While gay monsters were used for comic relief, lesbian monsters were crafted to evoke pity. Films utilized a subtext of lesbianism, or sexual perversion as it was called at the time, to heighten the suspense contained within their narratives. The differentiation in how gender impacted the way queerness was shown in horror is attributable to the religious nature of the LOD. Given that women were considered culturally to be the weaker sex, it stands to reason that attitude would be reflected in film. Rather than making a woman an active participant in her lesbianism, and thus inciting the ire of the LOD, coding enabled the woman to be victimized by a nameless disease that, to a queer audience, would easily be read as homosexual.

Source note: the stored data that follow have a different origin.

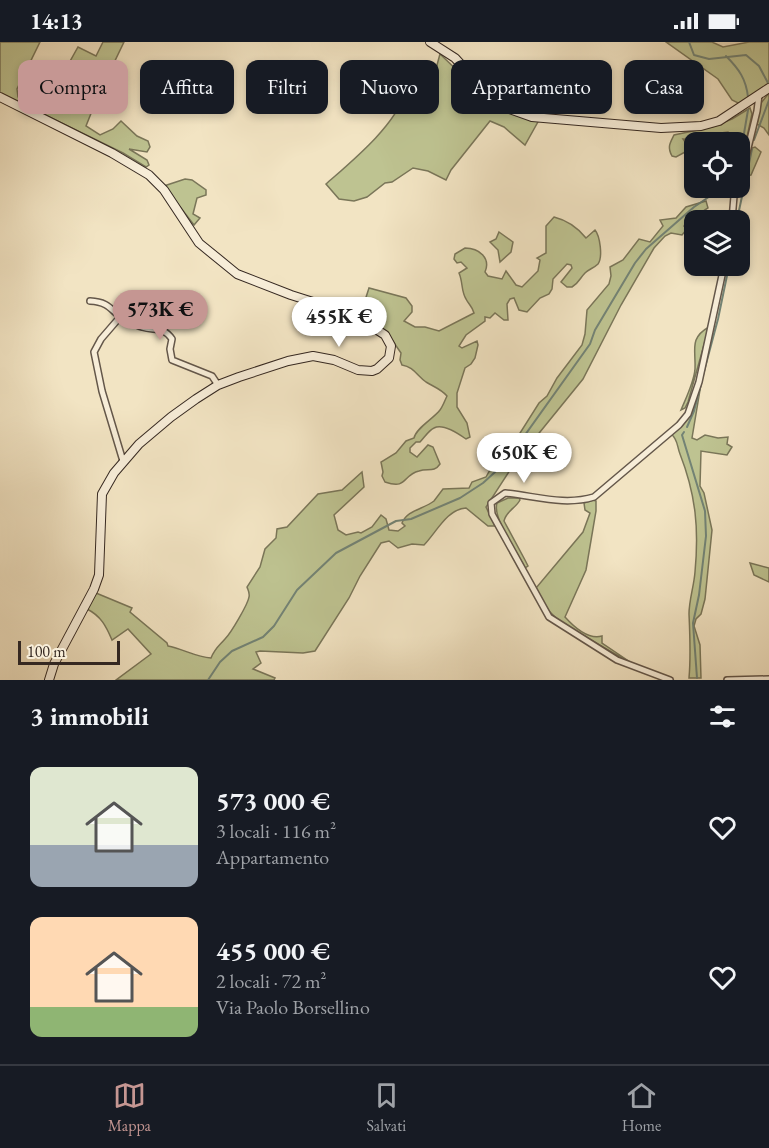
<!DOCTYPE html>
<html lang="it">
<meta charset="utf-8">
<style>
body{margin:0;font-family:"EB Garamond",serif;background:#242831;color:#f1f3f6;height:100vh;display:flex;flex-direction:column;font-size:22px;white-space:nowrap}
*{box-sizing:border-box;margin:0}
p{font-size:20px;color:#9ea1a6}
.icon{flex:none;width:33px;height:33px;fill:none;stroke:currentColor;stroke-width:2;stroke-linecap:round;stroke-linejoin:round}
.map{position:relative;height:638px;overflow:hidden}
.details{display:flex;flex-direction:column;background:#171b24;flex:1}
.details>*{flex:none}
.top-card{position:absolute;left:18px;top:18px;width:734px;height:54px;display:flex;gap:12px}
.controls{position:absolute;left:684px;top:90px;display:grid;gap:12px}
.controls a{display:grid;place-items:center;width:66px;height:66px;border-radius:12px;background:#171b24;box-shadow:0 3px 9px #0003;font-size:30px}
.scale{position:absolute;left:18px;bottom:15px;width:102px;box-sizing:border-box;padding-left:6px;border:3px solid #352821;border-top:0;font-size:16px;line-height:21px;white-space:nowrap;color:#352821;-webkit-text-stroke:4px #f7edd8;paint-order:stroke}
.price{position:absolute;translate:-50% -51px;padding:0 14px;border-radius:21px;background:#fff;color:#222;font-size:20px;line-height:39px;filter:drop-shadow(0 2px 3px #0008)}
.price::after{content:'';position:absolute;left:50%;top:36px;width:18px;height:14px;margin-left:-9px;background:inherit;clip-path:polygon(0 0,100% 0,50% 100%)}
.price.active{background:#c59692;color:#111}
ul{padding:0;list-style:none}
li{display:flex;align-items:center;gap:18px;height:150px;padding:0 30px}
li span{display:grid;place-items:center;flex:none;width:168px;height:120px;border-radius:12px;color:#555}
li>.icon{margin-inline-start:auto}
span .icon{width:72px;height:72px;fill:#fffc;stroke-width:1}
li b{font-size:26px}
h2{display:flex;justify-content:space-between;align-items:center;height:72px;padding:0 30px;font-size:26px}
.chip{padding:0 21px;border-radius:12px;background:#171b24;box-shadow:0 3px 9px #0003;font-size:21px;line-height:54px}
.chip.active{background:#c59692;color:#111}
.status{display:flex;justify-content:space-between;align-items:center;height:42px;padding:0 30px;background:#171b24;direction:ltr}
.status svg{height:16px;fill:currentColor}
.dock{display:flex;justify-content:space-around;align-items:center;height:84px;border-top:2px solid #363941;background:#171b24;font-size:16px;color:#9ea1a6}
.dock a{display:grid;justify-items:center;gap:3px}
.dock .active{color:#c59692}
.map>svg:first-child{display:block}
</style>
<div class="status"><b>14:13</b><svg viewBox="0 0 49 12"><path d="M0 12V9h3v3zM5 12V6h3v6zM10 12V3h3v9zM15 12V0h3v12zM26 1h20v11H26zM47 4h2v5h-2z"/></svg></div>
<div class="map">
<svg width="769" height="638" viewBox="0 0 769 638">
<rect width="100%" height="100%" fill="#f2e4c3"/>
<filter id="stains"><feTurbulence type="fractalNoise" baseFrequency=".00333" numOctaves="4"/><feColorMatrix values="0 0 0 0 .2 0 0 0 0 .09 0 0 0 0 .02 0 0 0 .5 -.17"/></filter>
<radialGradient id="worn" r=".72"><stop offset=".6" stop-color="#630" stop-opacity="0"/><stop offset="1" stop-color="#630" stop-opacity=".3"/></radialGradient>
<g fill="#bec391" stroke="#7a7659" stroke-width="1.5">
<path d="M 0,0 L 40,0 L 17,47 L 18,55 L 21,56 L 28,44 L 50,55 L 78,5 L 96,14 L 103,0 L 124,0 L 98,54 L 86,84 L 100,93 L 113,87 L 121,79 L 137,94 L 148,99 L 150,105 L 147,110 L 129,107 L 147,118 L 149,123 L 146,125 L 123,111 L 0,51 Z"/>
<path d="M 666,0 L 712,0 L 723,5 L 749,0 L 769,0 L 769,42 L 740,62 L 732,58 L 718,37 Z"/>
<path d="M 440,12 L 490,60 L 510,71 L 539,78 L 525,103 L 504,85 L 490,79 L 451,128 L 446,138 L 428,129 L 413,126 L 392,140 L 385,141 L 367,155 L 354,159 L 339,157 L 326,142 C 352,119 395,84 405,51 C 411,49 414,51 420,50 C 430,48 438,21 440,12 Z"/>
<path d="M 769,51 L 769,93 L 764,86 L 757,82 L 761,61 Z"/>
<path d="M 750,66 L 752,72 L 740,127 L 740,100 L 728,100 L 731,92 L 728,90 L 713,92 C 705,101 694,97 683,97 L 688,104 L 687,109 L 676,115 L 672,114 C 667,105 670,101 674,93 L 712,85 L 732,77 Z"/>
<path d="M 755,105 L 761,110 L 751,133 L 743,134 L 752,106 Z"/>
<path d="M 185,137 L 192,138 L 206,148 L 206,153 L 197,156 L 193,172 L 200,176 L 194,183 L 164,144 Z"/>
<path d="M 706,159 L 708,166 L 686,180 L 684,184 L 687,187 L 682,193 L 671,191 L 665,194 L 654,206 L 621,263 L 583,337 L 514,422 L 486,465 L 495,484 L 488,484 L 466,466 C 447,467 436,491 424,503 L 412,502 L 398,506 L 389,499 L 381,501 L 360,534 L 349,556 L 315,609 L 303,611 L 260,609 L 256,610 L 261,621 L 253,627 L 275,636 L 274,638 L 116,638 L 151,612 L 128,587 L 112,598 C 106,584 101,574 87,567 L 96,551 L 132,566 L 130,570 L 167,601 L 168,604 C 183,607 196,615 211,616 C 215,606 219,604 225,597 C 231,591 248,562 249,555 C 250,551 248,548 247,545 L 260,525 L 265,507 L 276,496 L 277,487 L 287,485 L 318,452 L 342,448 L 362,430 L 364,445 L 334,473 L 338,488 L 346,493 L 358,490 L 361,491 L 372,485 L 381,473 L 386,477 L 389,488 L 398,489 L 405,484 L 402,481 C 407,468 424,467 434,459 C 437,455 440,451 443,447 L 469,446 L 472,440 L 486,435 L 495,419 L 510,407 L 539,361 L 547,354 L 557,336 L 582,303 L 585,292 L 587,268 L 609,242 L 611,234 L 610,225 L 623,218 L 639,197 L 650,200 L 663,184 L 660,178 L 676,176 L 686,165 Z"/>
<path d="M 554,175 C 566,178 578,186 586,196 L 595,188 C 600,194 603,215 598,222 C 594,226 589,227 585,231 C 580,236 579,241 572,245 L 567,245 L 561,240 L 572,226 L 571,223 L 567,222 L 553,237 L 552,247 L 549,252 L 540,256 L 527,270 L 519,268 L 514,256 L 510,257 L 507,262 L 508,278 L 504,278 L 495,271 L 490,276 L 485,275 L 485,279 L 466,293 L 459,304 L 462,306 L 477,299 L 478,303 L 475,316 L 471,322 L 465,326 L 457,351 L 457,365 L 467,381 L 470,395 L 466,397 C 459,392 443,381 434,386 C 429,388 424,396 420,400 L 416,400 L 410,406 L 410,410 L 417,415 L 428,403 L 433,405 L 440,422 C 434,431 428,426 419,429 C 402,433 408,448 385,440 L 382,434 L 383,430 L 381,420 L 396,411 L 406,399 L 414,396 C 416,386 433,377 440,368 C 443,364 445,358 447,354 C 441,347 434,345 426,340 C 417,334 414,325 402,323 L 400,318 L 401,311 L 388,292 L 360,274 L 369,246 L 406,256 L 412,264 L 412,270 L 404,279 L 415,285 L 425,285 L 439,289 L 474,271 C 472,264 469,263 466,257 C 461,249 463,240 459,231 L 467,226 L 461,220 L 457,221 L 454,217 L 455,212 L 465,206 C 479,206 491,216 485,230 L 488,234 L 502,237 L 506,229 L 516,243 L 522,245 L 538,229 L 540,218 L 537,216 L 546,211 L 546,184 Z"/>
<path d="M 499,190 L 513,200 L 511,210 L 500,220 L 498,208 L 490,200 L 496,197 Z"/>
<path d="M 709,285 L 688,360 L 685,366 L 681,368 C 686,356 694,340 695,327 C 696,308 689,296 709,285 Z"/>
<path d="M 701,342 L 692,396 L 697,398 L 705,393 L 718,396 L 728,395 L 727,402 L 732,405 L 727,413 L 701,409 L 700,444 L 704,451 L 712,488 L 705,557 L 701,572 L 696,577 L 694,584 L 700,603 L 701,636 L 689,636 C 691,614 690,594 689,572 C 689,558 694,544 695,530 C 699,487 696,453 680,412 C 677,405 678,397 671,392 L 692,368 Z"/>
<path d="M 508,456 L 519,456 L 520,458 C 516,466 506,469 504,479 L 525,518 L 528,524 L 525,526 C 518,511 492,476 497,461 Z"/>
<path d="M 593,458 L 596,459 L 596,469 L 586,528 L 565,575 C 574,585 588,598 602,594 L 602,601 L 639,626 L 560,580 L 547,567 L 536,546 L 583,490 L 590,471 L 585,468 L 584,461 Z"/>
<path d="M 750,521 L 769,526 L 769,540 L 754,533 Z"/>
</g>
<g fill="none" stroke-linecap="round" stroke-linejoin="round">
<g stroke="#738375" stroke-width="2">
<path d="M 689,0 L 694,13 L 709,17 L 746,13 L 759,24 L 769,43"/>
<path d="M 726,14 C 739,27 746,37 748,55"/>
<path d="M 754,98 L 769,58"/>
<path d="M 740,115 L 748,68"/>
<path d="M 737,178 L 752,107"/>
<path d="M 702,337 L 718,277 L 729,224"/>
<path d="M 687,385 L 694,369 L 701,342"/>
<path d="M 684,390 L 682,393 L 705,469 L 706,494 L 699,553 L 693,581 L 697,636"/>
<path d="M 208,638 L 220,620 L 232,609 L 263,595 L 274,584 L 297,548 L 336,511 L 396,479 L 411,477 L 460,456 L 483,441 L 505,421 L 590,302 L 595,288 L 635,221 L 646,207 L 694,165 L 722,146"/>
</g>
<g stroke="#64574a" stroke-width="8">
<g id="street">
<path d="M 740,139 L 757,69 L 759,53"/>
<path d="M 732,178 L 734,154 L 737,146"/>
<path d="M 90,259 C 113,260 111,272 128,279 C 133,281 137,284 142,285 C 155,289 163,284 172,297 L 170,307 L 172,318 L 212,334 L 218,343"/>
<path d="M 120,275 L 101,297 L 94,310 L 102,349 L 123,419"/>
<path d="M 670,638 L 617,618 L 549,575 L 492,472 L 491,461 L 505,451 C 536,454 564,464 594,455 L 679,383 L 688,372 L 699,340 L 724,224"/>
<path d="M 727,638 L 769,637"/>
</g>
</g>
<g stroke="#352821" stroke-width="10">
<g id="secondary">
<path d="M 430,0 L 455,16 L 498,63 L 532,75 L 661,86 L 701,84 L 719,79 L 769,46"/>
<path d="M 0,55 L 112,111 L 149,133 L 164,148 L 199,201 L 237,232 L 291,253 L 354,273 L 385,293 L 391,304 L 389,316 L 377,327 L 372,329 L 358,328 L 334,318 L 313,314 L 288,319 L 239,335 L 218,343 L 196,357 L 171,375 L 139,402 L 114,431 L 102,452 L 99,533 L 94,547 L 54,622 L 49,638"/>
</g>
</g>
<use href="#street" stroke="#f7edd8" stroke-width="5"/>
<use href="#secondary" stroke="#f7edd8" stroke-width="8"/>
</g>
<rect width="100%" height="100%" filter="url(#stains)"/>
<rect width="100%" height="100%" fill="url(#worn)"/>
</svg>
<div class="controls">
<a><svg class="icon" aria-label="locate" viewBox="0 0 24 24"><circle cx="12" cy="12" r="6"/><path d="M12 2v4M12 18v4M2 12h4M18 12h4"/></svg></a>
<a><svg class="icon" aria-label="layers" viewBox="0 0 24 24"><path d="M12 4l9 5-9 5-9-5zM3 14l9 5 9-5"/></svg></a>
</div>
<div class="scale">100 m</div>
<b class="price active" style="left:160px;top:299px">573K €</b>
<b class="price" style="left:339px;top:306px">455K €</b>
<b class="price" style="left:524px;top:442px">650K €</b>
<div class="top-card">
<a class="chip active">Compra</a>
<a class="chip">Affitta</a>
<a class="chip">Filtri</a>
<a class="chip">Nuovo</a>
<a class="chip">Appartamento</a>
<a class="chip">Casa</a>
</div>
</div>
<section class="details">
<h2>3 immobili<svg class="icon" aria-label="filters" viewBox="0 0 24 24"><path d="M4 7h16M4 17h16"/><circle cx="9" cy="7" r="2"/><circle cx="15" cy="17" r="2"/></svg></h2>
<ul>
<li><span style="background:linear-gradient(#dfe7d0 65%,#9aa5b1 0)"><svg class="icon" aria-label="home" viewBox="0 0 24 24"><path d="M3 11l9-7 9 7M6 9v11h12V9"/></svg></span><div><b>573 000 €</b><p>3 locali · 116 m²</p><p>Appartamento</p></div><svg class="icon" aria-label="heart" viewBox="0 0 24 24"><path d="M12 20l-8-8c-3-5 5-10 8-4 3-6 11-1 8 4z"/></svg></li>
<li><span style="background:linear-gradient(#ffd9b3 75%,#8fb573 0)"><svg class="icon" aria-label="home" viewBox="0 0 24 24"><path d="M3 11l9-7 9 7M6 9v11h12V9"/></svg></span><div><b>455 000 €</b><p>2 locali · 72 m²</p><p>Via Paolo Borsellino</p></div><svg class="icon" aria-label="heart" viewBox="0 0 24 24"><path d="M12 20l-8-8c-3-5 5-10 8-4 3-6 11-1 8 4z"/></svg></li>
</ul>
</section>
<nav class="dock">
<a class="active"><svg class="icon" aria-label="map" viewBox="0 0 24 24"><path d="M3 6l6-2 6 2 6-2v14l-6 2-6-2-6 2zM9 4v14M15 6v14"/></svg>Mappa</a>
<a><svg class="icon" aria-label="saved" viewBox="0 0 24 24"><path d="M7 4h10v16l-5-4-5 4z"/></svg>Salvati</a>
<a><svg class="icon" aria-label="home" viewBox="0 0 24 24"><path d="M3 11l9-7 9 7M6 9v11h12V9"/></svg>Home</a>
</nav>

Horror films by their nature are designed to be vehicles in which culture attitude and beliefs are challenged aggressively. While the LOD sought to eliminate violence and perversion from the screen, it failed to accomplish that goal. Instead, horror films became narratives that could be read on different levels depending upon the audience and that opened up the much-maligned genre to a more elevated discourse. In the next part of this series, we’ll look at how coded homosexuality created a new breed of monster.
[i] Jon Lewis, Hollywood v. Hard Core: How the Struggle Over Censorship Created the Modern Film Industry (New York: NYU Press, 2000), 300-302; 312.
[ii] Thomas Patrick Doherty, Pre-Code Hollywood: Sex, Immorality, and Insurrection in American Cinema 1930-1934 (New York: Columbia University Press, 1999), 6-9.
[iii] Ibid., 107
[iv] Mick LaSalle, Complicated Women: Sex and Power in Pre-Code Hollywood (New York: St. Martin’s Press, 2000), 20.